Copy the line with "Quick job: Convert" and all lines following it through the last line of the entries, exactly as written.

(Records drawn from a dataset)
◆ ◆ ◆ ◆ ◆ ◆ ◆
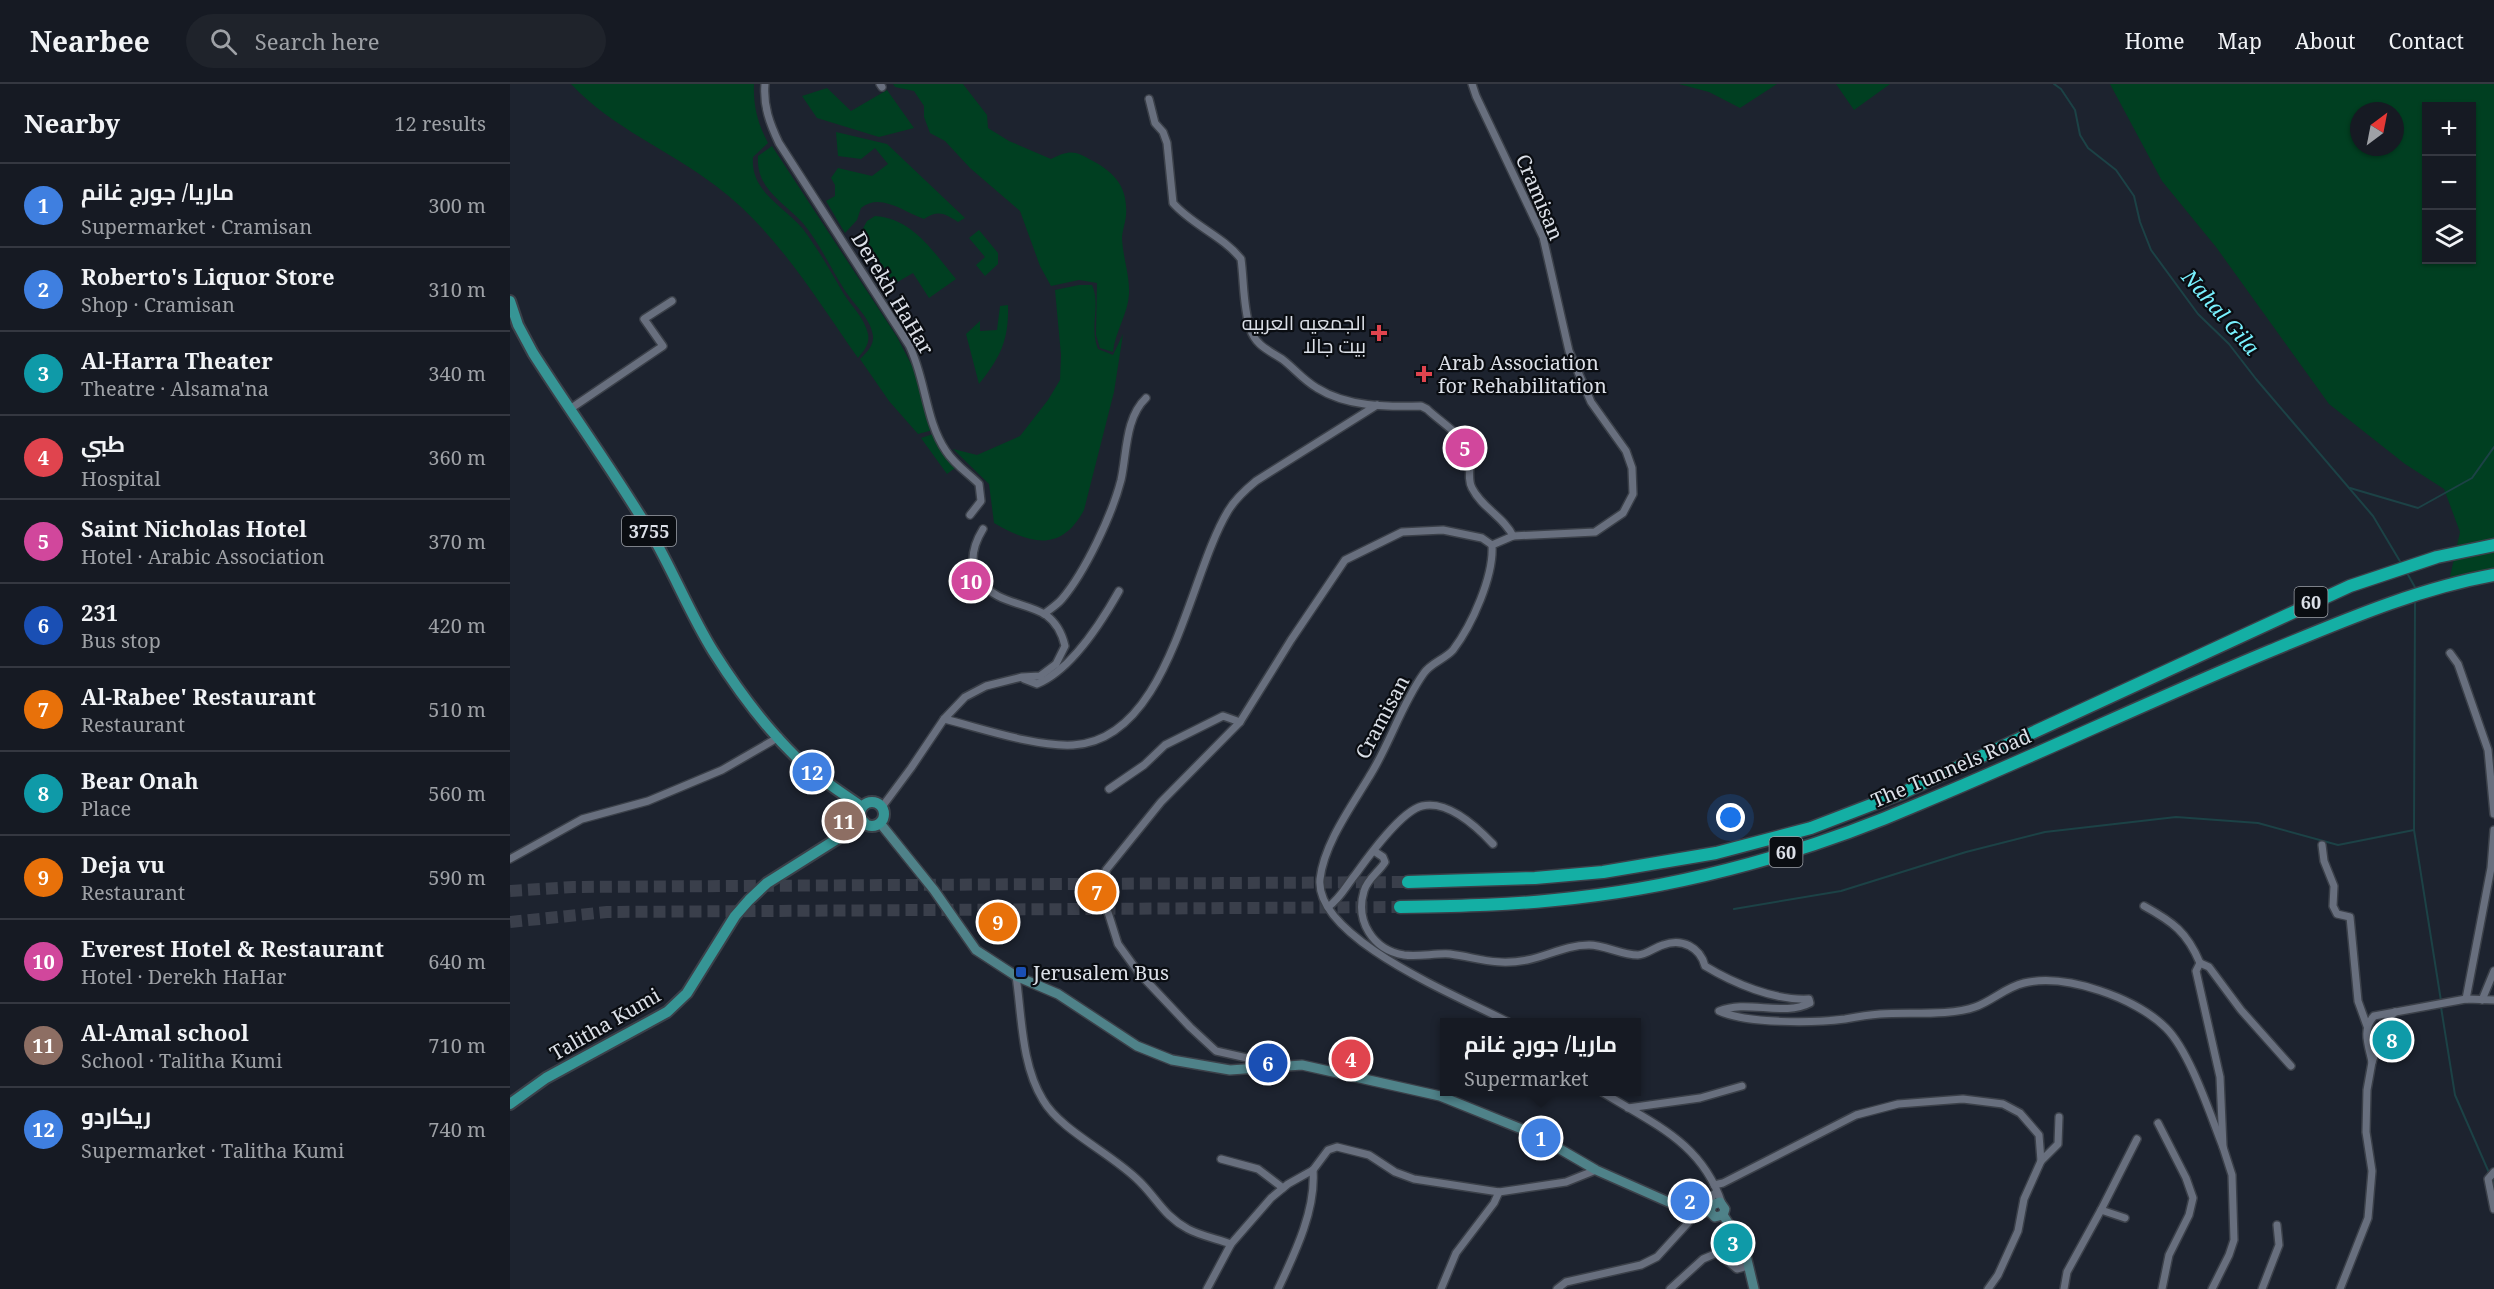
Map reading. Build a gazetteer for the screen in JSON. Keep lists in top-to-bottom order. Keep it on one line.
{"streets":{"highway":["60","The Tunnels Road"],"main road":["3755","Talitha Kumi"],"street":["Cramisan","Derekh HaHar"]},"crossings":[["3755","Talitha Kumi"]],"water":["Nahal Gila"],"places":{"health":["الجمعيه العربيه بيت جالا","Arab Association for Rehabilitation"],"transit":["Jerusalem Bus"]},"north":"top right","page":{"header":"Nearbee","search":"Search here","nav":["Home","Map","About","Contact"],"heading":["Nearby","12 results"],"map_buttons":["+","−"],"list":[{"mark":"1","name":"ماريا/ جورج غانم","note":"Supermarket · Cramisan","value":"300 m"},{"mark":"2","name":"Roberto's Liquor Store","note":"Shop · Cramisan","value":"310 m"},{"mark":"3","name":"Al-Harra Theater","note":"Theatre · Alsama'na","value":"340 m"},{"mark":"4","name":"طبي","note":"Hospital","value":"360 m"},{"mark":"5","name":"Saint Nicholas Hotel","note":"Hotel · Arabic Association","value":"370 m"},{"mark":"6","name":"231","note":"Bus stop","value":"420 m"},{"mark":"7","name":"Al-Rabee' Restaurant","note":"Restaurant","value":"510 m"},{"mark":"8","name":"Bear Onah","note":"Place","value":"560 m"},{"mark":"9","name":"Deja vu","note":"Restaurant","value":"590 m"},{"mark":"10","name":"Everest Hotel & Restaurant","note":"Hotel · Derekh HaHar","value":"640 m"},{"mark":"11","name":"Al-Amal school","note":"School · Talitha Kumi","value":"710 m"},{"mark":"12","name":"ريكاردو","note":"Supermarket · Talitha Kumi","value":"740 m"}],"pins":["5","10","12","11","7","9","8","4","6","1","2","3"],"popup":["ماريا/ جورج غانم","Supermarket"]}}
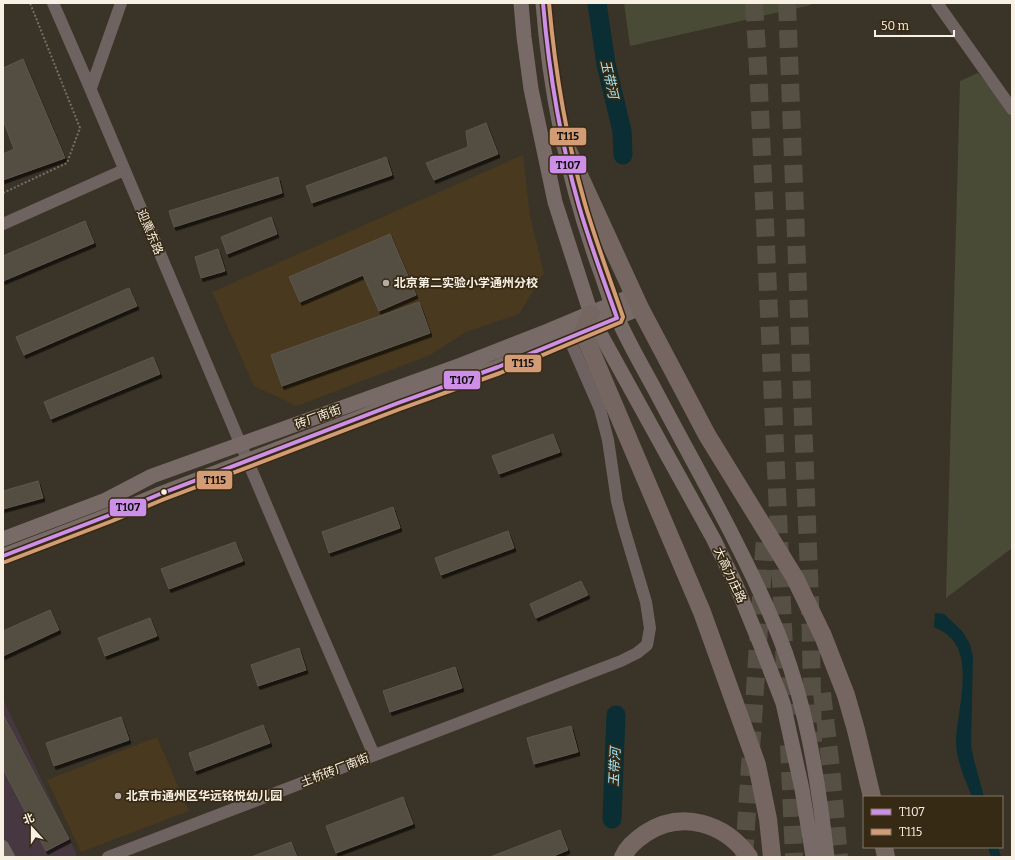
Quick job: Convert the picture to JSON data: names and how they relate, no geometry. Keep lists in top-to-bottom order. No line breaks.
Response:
{"streets":{"main road":["砖厂南街","大高力庄路"],"street":["迎熏东路","土桥砖厂南街"]},"crossings":[["迎熏东路","砖厂南街"],["迎熏东路","土桥砖厂南街"],["砖厂南街","大高力庄路"],["砖厂南街","土桥砖厂南街"],["大高力庄路","土桥砖厂南街"]],"water":["玉带河"],"places":["北京第二实验小学通州分校","北京市通州区华远铭悦幼儿园"],"lines":["transit line T107","transit line T115"],"legend":["T107","T115"],"scale_bar":"50 m","north":"top"}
◆ ◆ ◆ ◆ ◆ ◆ ◆
# [Result]
Quick job: Convert the picture to JSON data: names and how they relate, no geometry. Keep lists in top-to-bottom order. No line breaks.
Response:
{"streets":{"main road":["砖厂南街","大高力庄路"],"street":["迎熏东路","土桥砖厂南街"]},"crossings":[["迎熏东路","砖厂南街"],["迎熏东路","土桥砖厂南街"],["砖厂南街","大高力庄路"],["砖厂南街","土桥砖厂南街"],["大高力庄路","土桥砖厂南街"]],"water":["玉带河"],"places":["北京第二实验小学通州分校","北京市通州区华远铭悦幼儿园"],"lines":["transit line T107","transit line T115"],"legend":["T107","T115"],"scale_bar":"50 m","north":"top"}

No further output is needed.